You have a couple of options here.

One is to use git-bisect to narrow down where the breakage is.  This means
building about a dozen or a score of kernels and testing each one and then
trying again.  If you are happy building your own kernels and have an
afternoon to spare this is probably a good idea.  There should be plenty of
instruction on the web about how to do this but if you cannot find any feel
free to ask.

The other is to try turning features off and debugging on.
Many distros have some sort of "fail-safe" boot option which disables things
like ACPI and known-problematic drivers... though with it failing so early
most drives won't have even tried to run.  I'd guess an ACPI problem, but
that is largely because I know almost nothing about ACPI so it is easy to
blame it.  So try adding "acpi=off" to the boot args.

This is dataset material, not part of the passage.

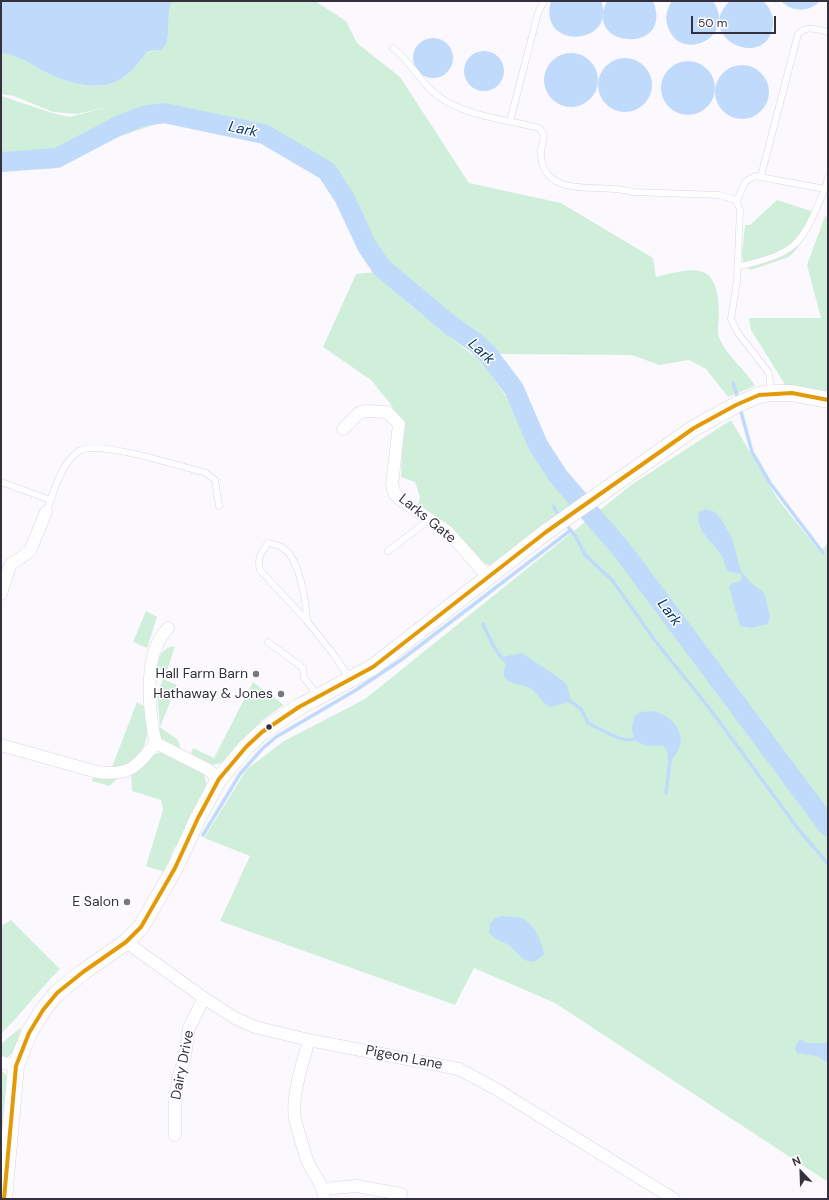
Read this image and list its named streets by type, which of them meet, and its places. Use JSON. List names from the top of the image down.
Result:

Linux has a thing called 'early_printk' which allows messages to be displayed
even before the normal drivers are loaded.  I don't know much about enabling
that on an x86 system (I use it a lot on ARM though).  You need it enabled
when the kernel is compiled, and you need a boot arg to enable it too.  Maybe
if you manage to enable  that you might get some message printed.

Or maybe there is some other much more useful thing you can try and someone
else will chime in soon and tell me I don't know what I'm talking about and
explain in detail the right way so solve this problem - that would be awesome.